Intra-arterial
beta blocker before percutaneous coronary intervention improves outcome
Injection of a beta
blocker distal to the target lesion before percutaneous coronary
intervention is performed significantly reduces the incidence of
small infarctions during the procedure, according to an article
in the June 17th issue of Circulation.
The American researchers randomized 150 patients
to pre-procedural injection of propranolol or to an identically
appearing placebo. In the double-blind study, drug was released
from an intravascular catheter whose tip was distal to the region
of intervention.
No patients involved in the study died. At
30 days, 40 percent of the placebo group had myocardial infarctions
that required another revascularization procedure compared with
18 percent of the propranolol group.
Serial testing for creatine kinase-MB and troponin T showed that
members of the placebo group had significantly more small infarctions
within 24 hours and then 30 days of the procedures than propranolol
patients (36 and 17 percent of patients and 33 and 13 percent, respectively,
for the enzymes).
Previous work with animal models had shown
the research group that a high intravenous dose of beta blocker
significantly reduced myocardial injury associated with the procedure.

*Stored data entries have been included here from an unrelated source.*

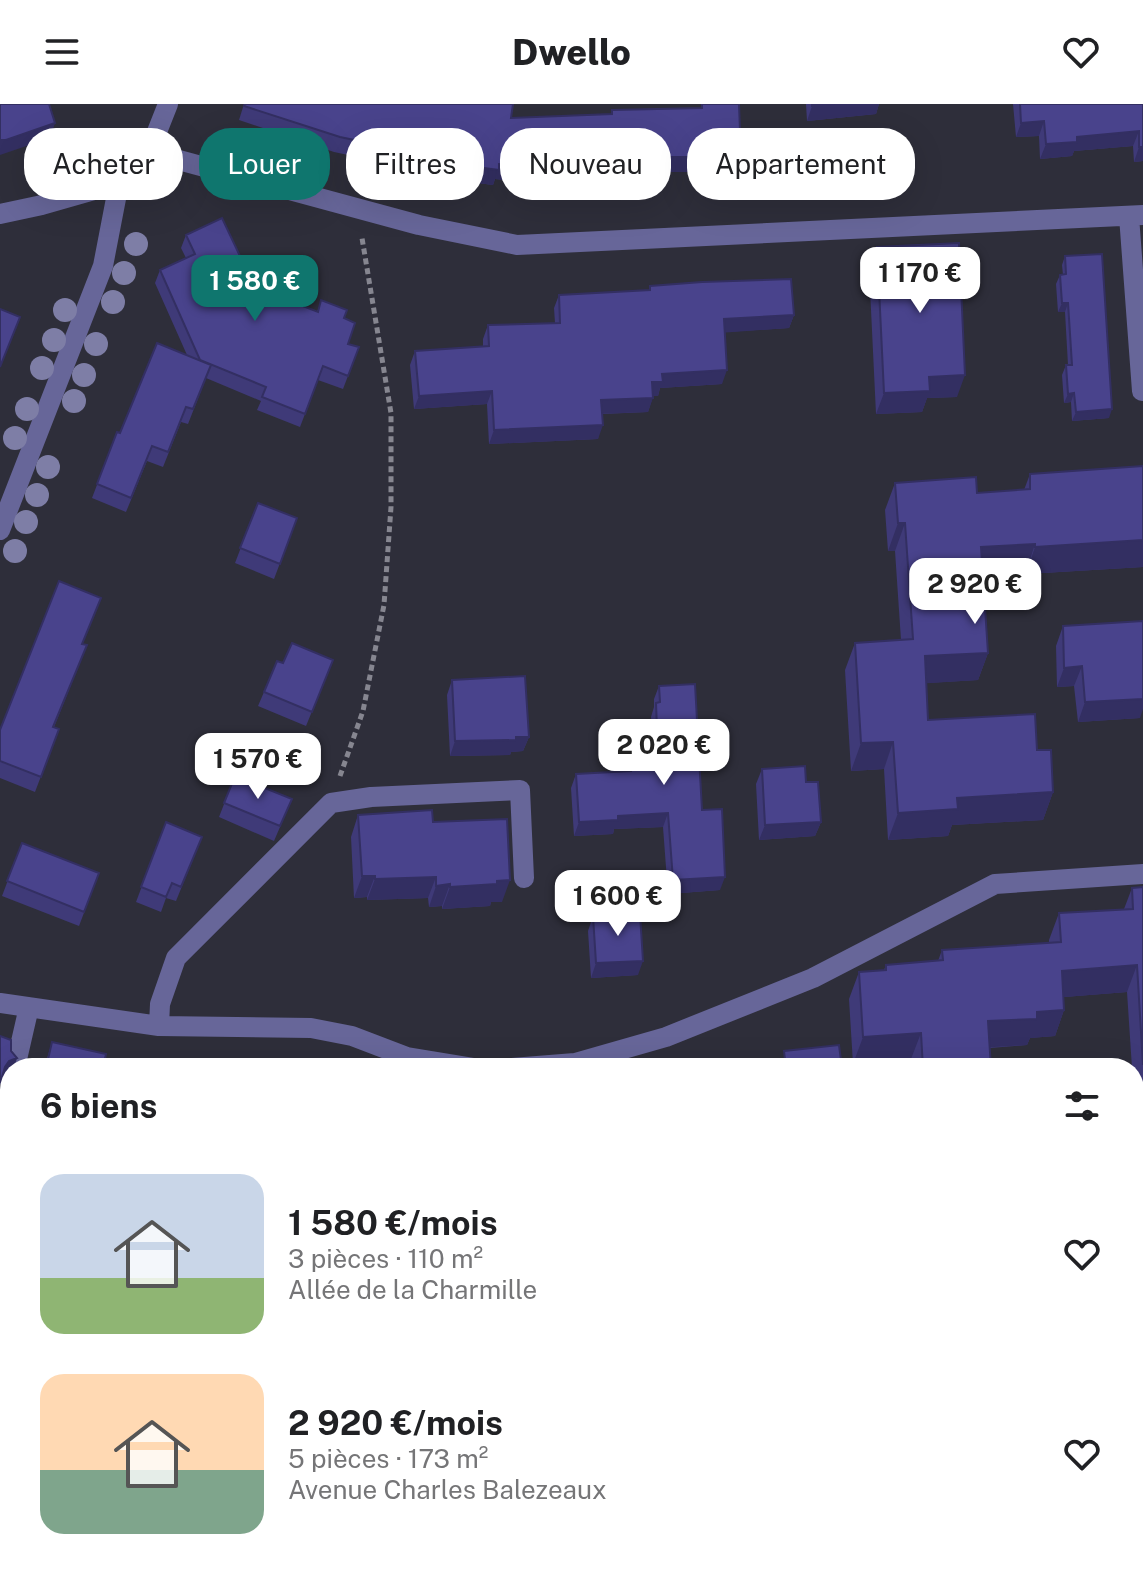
<!DOCTYPE html>
<html lang="fr">
<meta charset="utf-8">
<style>
:root{--surface:#fff;--page:#f2f2f2;--text:#202124;--muted:#757577;--accent:#0f766e}
body{margin:0;font-family:"Public Sans",sans-serif;background:var(--page);color:var(--text);height:100vh;display:flex;flex-direction:column;font-size:30px;white-space:nowrap}
*{box-sizing:border-box;margin:0}
p{font-size:26px;color:var(--muted)}
.icon{flex:none;width:44px;height:44px;fill:none;stroke:currentColor;stroke-width:2;stroke-linecap:round;stroke-linejoin:round}
.map{position:relative;flex:1;overflow:hidden}
.side{position:absolute;left:0px;top:954px;width:1144px;height:514px;display:flex;flex-direction:column;background:var(--surface);border-radius:32px 32px 0 0;box-shadow:0 8px 32px #0002}
.side>*{flex:none}
.top-card{position:absolute;left:24px;top:24px;width:1096px;height:72px;display:flex;gap:16px}
.price{position:absolute;translate:-50% -68px;padding:0 18px;border-radius:16px;background:#fff;color:#222;font-size:26px;line-height:52px;filter:drop-shadow(0 2px 4px #0008)}
.price::after{content:'';position:absolute;left:50%;top:48px;width:24px;height:18px;margin-left:-12px;background:inherit;clip-path:polygon(0 0,100% 0,50% 100%)}
.price.active{background:var(--accent);color:#fff}
ul{padding:0;list-style:none}
li{display:flex;align-items:center;gap:24px;height:200px;padding:0 40px}
li span{display:grid;place-items:center;flex:none;width:224px;height:160px;border-radius:24px;color:#555}
li>.icon{margin-inline-start:auto}
span .icon{width:96px;height:96px;fill:#fffc;stroke-width:1}
li b{font-size:34px}
h2{display:flex;justify-content:space-between;align-items:center;height:96px;padding:0 40px;font-size:34px}
.tag{padding:0 28px;border-radius:32px;background:var(--surface);box-shadow:0 8px 32px #0002;font-size:28px;line-height:72px}
.tag.active{background:var(--accent);color:#fff}
header{display:flex;justify-content:space-between;align-items:center;height:104px;padding:0 40px;background:var(--surface);font-size:36px;font-weight:800}
.map>svg:first-child{display:block}
.lines{fill:none;stroke-linecap:round;stroke-linejoin:round}
.path{stroke:#868690;stroke-width:5;stroke-dasharray:6 4;stroke-linecap:butt}
.minor{stroke:#676699;stroke-width:20}
.tree{fill:#7e7ea6}
.wall{fill:#3f3a78}
.shaded-wall{fill:#332f62}
.building{fill:#49438c;stroke:#332f62;stroke-width:2}
</style>
<header><svg class="icon" aria-label="menu" viewBox="0 0 24 24"><path d="M4 6h16M4 12h16M4 18h16"/></svg>Dwello<svg class="icon" aria-label="heart" viewBox="0 0 24 24"><path d="M12 20l-8-8c-3-5 5-10 8-4 3-6 11-1 8 4z"/></svg></header>
<div class="map">
<svg width="1143" height="1467" viewBox="0 0 1143 1467">
<rect width="100%" height="100%" fill="#2e2e3a"/>
<g class="lines">
<path class="path" d="M 340,672 L 363,607 L 384,501 L 391,403 L 391,309 L 362,134"/>
<path class="minor" d="M 149,48 L 419,121 L 517,141 L 1143,111
M 0,110 L 42,101 L 119,79
M 1129,112 L 1142,287
M 0,426 L 103,162 L 119,79 L 149,48 L 168,0
M 0,899 L 159,922 L 311,924 L 352,932 L 407,953 L 474,964
M 159,922 L 160,900 L 176,854 L 331,699 L 371,693 L 520,686 L 524,774
M 15,964 L 29,903
M 512,964 L 575,959 L 666,933 L 813,874 L 995,780 L 1143,770
M 0,1032 L 10,988
M 1134,1231 L 1143,1228
M 1134,1345 L 1143,1340
M 205,1467 L 243,1458
M 610,1467 L 655,1458"/>
</g>
<g class="tree">
<circle cx="136" cy="140" r="12"/>
<circle cx="124" cy="169" r="12"/>
<circle cx="113" cy="198" r="12"/>
<circle cx="65" cy="206" r="12"/>
<circle cx="54" cy="236" r="12"/>
<circle cx="96" cy="240" r="12"/>
<circle cx="42" cy="264" r="12"/>
<circle cx="84" cy="271" r="12"/>
<circle cx="74" cy="297" r="12"/>
<circle cx="27" cy="305" r="12"/>
<circle cx="15" cy="334" r="12"/>
<circle cx="48" cy="363" r="12"/>
<circle cx="37" cy="391" r="12"/>
<circle cx="26" cy="418" r="12"/>
<circle cx="15" cy="447" r="12"/>
</g>
<path class="wall" d="M 244,0 L 511,14 L 611,10 L 612,6 L 701,4 L 702,0 L 741,53 L 736,68 L 634,68 L 632,74 L 567,77 L 524,78 L 495,75 L 493,81 L 455,76 L 456,71 L 401,65 L 401,62 L 334,48 L 239,16 Z
M 806,0 L 879,0 L 876,10 L 807,17 Z
M 1013,0 L 1143,0 L 1143,57 L 1134,58 L 1133,42 L 1074,47 L 1072,52 L 1040,55 L 1039,32 L 1016,33 Z
M 186,131 L 251,182 L 317,208 L 344,214 L 348,240 L 359,243 L 343,285 L 318,276 L 300,323 L 257,306 L 261,297 L 206,274 L 188,320 L 181,318 L 163,363 L 147,357 L 126,408 L 92,394 L 117,328 L 120,329 L 187,251 L 155,179 L 160,166 L 186,154 L 181,144 Z
M 877,143 L 957,293 L 927,294 L 922,308 L 876,310 L 869,164 Z
M 1065,152 L 1109,314 L 1072,317 L 1071,298 L 1064,299 L 1062,271 L 1066,261 L 1068,261 L 1065,208 L 1058,208 L 1056,180 L 1060,171 L 1063,171 L 1062,161 Z
M 650,182 L 794,211 L 789,224 L 725,228 L 722,280 L 660,284 L 658,292 L 653,292 L 648,308 L 602,310 L 598,335 L 489,340 L 487,300 L 414,305 L 410,261 L 415,247 L 483,243 L 483,235 L 488,221 L 555,219 L 554,204 L 559,191 L 649,186 Z
M 1143,362 L 1143,463 L 1026,470 L 1026,468 L 983,470 L 988,549 L 978,576 L 926,579 L 928,616 L 1037,646 L 1053,688 L 1043,716 L 952,721 L 948,732 L 888,736 L 884,665 L 851,667 L 845,566 L 855,539 L 901,536 L 895,447 L 888,447 L 885,406 L 895,379 L 977,389 L 1024,386 L 1030,370 Z
M 258,399 L 297,414 L 274,475 L 235,459 Z
M 1063,522 L 1140,614 L 1078,618 L 1074,582 L 1057,583 L 1056,542 Z
M 83,540 L 87,541 L 54,623 L 59,625 L 35,688 L 0,674 L 0,626 Z
M 333,556 L 306,622 L 258,602 L 264,588 L 283,559 Z
M 452,576 L 529,633 L 523,647 L 511,648 L 510,651 L 450,652 L 447,591 Z
M 659,582 L 702,706 L 720,786 L 668,790 L 663,723 L 614,725 L 613,730 L 574,732 L 571,684 L 576,670 L 625,667 L 623,642 L 628,628 L 652,626 L 651,613 L 654,603 L 654,595 Z
M 762,665 L 806,678 L 821,718 L 815,732 L 759,736 L 756,680 Z
M 235,672 L 292,695 L 274,737 L 219,713 Z
M 358,711 L 433,718 L 502,798 L 491,798 L 490,802 L 442,805 L 442,802 L 429,803 L 428,794 L 367,796 L 367,793 L 354,794 L 351,733 Z
M 166,718 L 202,733 L 176,797 L 166,794 L 161,808 L 136,798 Z
M 22,739 L 99,769 L 79,822 L 2,792 Z
M 1143,783 L 1143,1068 L 1134,1068 L 1134,964 L 1132,964 L 1127,888 L 1064,893 L 1064,906 L 1055,932 L 1030,934 L 1027,941 L 990,944 L 991,964 L 912,964 L 911,955 L 853,960 L 849,895 L 859,868 L 884,866 L 886,861 L 938,857 L 942,846 L 1049,839 L 1049,836 L 1059,809 L 1124,805 L 1132,784 Z
M 593,812 L 638,871 L 591,874 L 588,827 Z
M 52,938 L 103,964 L 44,964 Z"/>
<path class="shaded-wall" d="M 834,0 L 879,0 L 876,10 L 807,17 L 812,2 Z
M 1044,17 L 1039,32 L 1016,33 L 1021,19 Z
M 55,19 L 50,34 L 0,51 L 0,36 Z
M 1139,27 L 1133,42 L 1074,47 L 1072,52 L 1040,55 L 1046,40 L 1077,33 Z
M 1139,43 L 1143,43 L 1143,57 L 1134,58 Z
M 406,51 L 461,56 L 456,71 L 401,65 Z
M 637,53 L 741,53 L 736,68 L 634,68 L 632,74 L 567,77 L 524,78 L 495,75 L 493,81 L 455,76 L 461,61 Z
M 1062,199 L 1068,199 L 1065,208 L 1058,208 Z
M 794,211 L 789,224 L 719,229 L 724,215 Z
M 727,266 L 722,280 L 660,284 L 658,292 L 647,292 L 652,278 L 662,270 Z
M 965,271 L 957,293 L 927,294 L 922,308 L 876,310 L 884,289 L 929,273 Z
M 492,287 L 487,300 L 414,305 L 419,292 Z
M 1074,289 L 1071,298 L 1064,299 L 1068,290 Z
M 653,294 L 648,308 L 596,310 L 601,296 Z
M 1112,305 L 1109,314 L 1072,317 L 1076,308 Z
M 603,321 L 598,335 L 489,340 L 494,326 Z
M 898,419 L 905,419 L 895,447 L 888,447 Z
M 1143,436 L 1143,463 L 1026,470 L 1035,443 Z
M 1035,440 L 1026,468 L 971,471 L 981,443 Z
M 988,549 L 978,576 L 915,580 L 925,552 Z
M 1082,562 L 1074,582 L 1057,583 L 1064,564 Z
M 1143,584 L 1143,605 L 1140,614 L 1078,618 L 1085,598 Z
M 529,633 L 523,647 L 511,648 L 510,651 L 450,652 L 455,637 Z
M 893,638 L 884,665 L 851,667 L 861,639 Z
M 1053,688 L 1043,716 L 952,721 L 948,732 L 888,736 L 898,709 L 957,694 Z
M 668,709 L 663,723 L 614,725 L 613,730 L 574,732 L 579,718 L 618,712 Z
M 821,718 L 815,732 L 759,736 L 765,721 Z
M 362,772 L 375,772 L 367,793 L 354,794 Z
M 436,773 L 428,794 L 367,796 L 375,775 Z
M 725,773 L 720,786 L 668,790 L 673,776 Z
M 510,776 L 502,798 L 491,798 L 490,802 L 442,805 L 450,783 Z
M 450,780 L 442,802 L 429,803 L 436,782 Z
M 643,857 L 638,871 L 591,874 L 596,859 Z
M 1137,861 L 1127,888 L 1052,894 L 1062,867 Z
M 1064,906 L 1055,932 L 1030,934 L 1027,941 L 978,944 L 988,917 L 1037,908 Z
M 921,929 L 911,955 L 853,960 L 863,933 Z
M 17,954 L 14,964 L 10,964 L 9,975 L 1,979 L 0,980 L 5,963 L 9,957 Z
M 1143,1041 L 1143,1068 L 1134,1068 L 1134,1056 L 1139,1042 Z
M 10,1237 L 10,1244 L 0,1245 L 0,1238 Z
M 10,1415 L 10,1435 L 0,1437 L 0,1418 Z"/>
<path class="building" d="M 0,0 L 49,0 L 55,19 L 6,36 L 0,36 Z
M 245,0 L 513,0 L 511,14 L 612,10 L 612,6 L 702,4 L 702,0 L 739,0 L 741,53 L 637,53 L 637,59 L 572,62 L 529,63 L 499,60 L 499,66 L 461,61 L 461,56 L 406,51 L 407,47 L 340,33 L 244,2 Z
M 812,0 L 834,0 L 812,2 Z
M 1020,0 L 1143,0 L 1143,43 L 1139,43 L 1139,27 L 1077,33 L 1077,38 L 1046,40 L 1044,17 L 1021,19 Z
M 222,114 L 247,167 L 255,170 L 251,182 L 318,208 L 321,196 L 347,206 L 344,214 L 355,219 L 348,240 L 359,243 L 348,272 L 323,262 L 305,310 L 262,293 L 266,283 L 200,256 L 160,166 L 195,150 L 186,131 Z
M 959,139 L 965,271 L 929,273 L 930,287 L 884,289 L 877,143 Z
M 1102,150 L 1112,305 L 1076,308 L 1074,289 L 1068,290 L 1066,261 L 1072,261 L 1068,199 L 1062,199 L 1060,171 L 1066,170 L 1065,152 Z
M 791,175 L 794,211 L 724,215 L 727,266 L 662,270 L 663,278 L 652,278 L 653,294 L 601,296 L 603,321 L 494,326 L 492,287 L 419,292 L 415,247 L 489,242 L 488,221 L 560,219 L 559,191 L 650,186 L 650,182 L 702,178 Z
M 0,205 L 20,213 L 0,263 Z
M 157,239 L 211,261 L 193,305 L 186,303 L 168,348 L 152,342 L 131,394 L 97,380 L 117,328 L 120,329 Z
M 1143,362 L 1143,436 L 1035,443 L 1035,440 L 981,443 L 988,549 L 925,552 L 928,616 L 1035,610 L 1037,646 L 1051,646 L 1053,688 L 957,694 L 958,705 L 898,709 L 893,638 L 861,639 L 855,539 L 913,535 L 905,419 L 898,419 L 895,379 L 976,373 L 977,389 L 1030,385 L 1030,370 Z
M 258,399 L 297,414 L 280,460 L 240,444 Z
M 59,477 L 101,494 L 82,540 L 87,541 L 53,623 L 59,625 L 41,673 L 0,657 L 0,626 Z
M 1143,517 L 1143,595 L 1085,598 L 1082,562 L 1064,564 L 1063,522 Z
M 292,539 L 333,556 L 312,608 L 264,588 L 277,557 L 283,559 Z
M 525,572 L 529,633 L 516,633 L 516,636 L 455,637 L 452,576 Z
M 695,580 L 702,706 L 722,705 L 725,773 L 673,776 L 668,709 L 618,712 L 618,716 L 579,718 L 576,670 L 631,667 L 628,628 L 657,626 L 656,599 L 660,598 L 659,582 Z
M 805,662 L 806,678 L 818,678 L 821,718 L 765,721 L 762,665 Z
M 235,672 L 292,695 L 280,722 L 224,699 Z
M 432,706 L 433,718 L 507,715 L 510,776 L 497,777 L 497,780 L 450,783 L 450,780 L 436,782 L 436,773 L 375,775 L 375,772 L 362,772 L 358,711 Z
M 166,718 L 202,733 L 181,783 L 172,779 L 166,793 L 141,783 Z
M 22,739 L 99,769 L 84,808 L 7,777 Z
M 1143,783 L 1143,961 L 1137,861 L 1062,867 L 1064,906 L 1037,908 L 1037,915 L 988,917 L 991,964 L 923,964 L 921,929 L 863,933 L 859,868 L 886,866 L 886,861 L 943,856 L 942,846 L 1061,838 L 1059,809 L 1133,805 L 1132,784 Z
M 640,810 L 643,857 L 596,859 L 593,812 Z
M 0,932 L 11,936 L 11,947 L 17,954 L 9,957 L 5,963 L 0,980 Z
M 52,938 L 106,950 L 103,964 L 46,964 Z
M 839,941 L 842,964 L 744,964 L 785,956 L 784,947 Z
M 1143,979 L 1143,1041 L 1139,1042 L 1135,980 Z
M 10,1195 L 10,1237 L 0,1238 L 0,1196 Z
M 10,1359 L 10,1415 L 0,1418 L 0,1362 Z
M 650,1458 L 1131,1458 L 1133,1467 L 612,1467 Z
M 381,1459 L 383,1467 L 344,1467 Z"/>
</svg>
<b class="price" style="left:920px;top:211px">1 170 €</b>
<b class="price active" style="left:255px;top:219px">1 580 €</b>
<b class="price" style="left:975px;top:522px">2 920 €</b>
<b class="price" style="left:664px;top:683px">2 020 €</b>
<b class="price" style="left:258px;top:697px">1 570 €</b>
<b class="price" style="left:618px;top:834px">1 600 €</b>
<div class="top-card">
<a class="tag">Acheter</a>
<a class="tag active">Louer</a>
<a class="tag">Filtres</a>
<a class="tag">Nouveau</a>
<a class="tag">Appartement</a>
</div>
<section class="side">
<h2>6 biens<svg class="icon" aria-label="filters" viewBox="0 0 24 24"><path d="M4 7h16M4 17h16"/><circle cx="9" cy="7" r="2"/><circle cx="15" cy="17" r="2"/></svg></h2>
<ul>
<li><span style="background:linear-gradient(#c9d6e8 65%,#8fb573 0)"><svg class="icon" aria-label="home" viewBox="0 0 24 24"><path d="M3 11l9-7 9 7M6 9v11h12V9"/></svg></span><div><b>1 580 €/mois</b><p>3 pièces · 110 m²</p><p>Allée de la Charmille</p></div><svg class="icon" aria-label="heart" viewBox="0 0 24 24"><path d="M12 20l-8-8c-3-5 5-10 8-4 3-6 11-1 8 4z"/></svg></li>
<li><span style="background:linear-gradient(#ffd9b3 60%,#7fa58c 0)"><svg class="icon" aria-label="home" viewBox="0 0 24 24"><path d="M3 11l9-7 9 7M6 9v11h12V9"/></svg></span><div><b>2 920 €/mois</b><p>5 pièces · 173 m²</p><p>Avenue Charles Balezeaux</p></div><svg class="icon" aria-label="heart" viewBox="0 0 24 24"><path d="M12 20l-8-8c-3-5 5-10 8-4 3-6 11-1 8 4z"/></svg></li>
</ul>
</section>
</div>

An earlier study of patients had shown that injecting propranolol
into the heart before percutaneous coronary intervention increased
the time before the ischemic effects were seen due to obstructed
inflow of arterial blood.
Senior author Barry F. Uretsky, MD, said,
"We've taken a cheap, time-tested drug with a known record
of safety and proven efficacy in other settings and, in our basic
innovation, increased the size of the dose we can give patients
by injecting it directly into the artery supplying the myocardium
at risk for a heart attack." Previously, he said, cardiologists
had found that they couldn't provide heart patients large enough
doses of propranolol orally or intravenously to confer a protective
benefit during revascularization procedures without causing serious
side effects in some patients.
"Further research is required to show
that preventing myocardial infarctions [after percutaneous coronary
intervention] actually decreases numbers of subsequent deaths,"
Uretsky noted. "But if propranolol's ability to decrease damage
to the myocardium actually increases survival rates, data from previous
studies involving nearly 9,000 patients undergoing percutaneous
coronary intervention, together with data from our study, suggest
that for every 1,000 patients undergoing this procedure, an additional
20 patients will be alive in 6 months if propranolol is injected
into the heart prior to the procedure."
If that survival data proves accurate in larger
studies and if the beta blocker becomes routinely used on the 80
percent of patients who should qualify for it, Uretsky said, "Each
year about 10,000 patients in the United States alone who would
otherwise die will still be alive after 6 months." The 150
patients in the current study continue to be tracked, he said, to
see how long the survival benefit continues.
The authors stressed that intracoronary
"beta blocker in the dose used in this study is extremely safe
and without any adverse effects" even in patients with moderate
heart disease and chronic lung disease.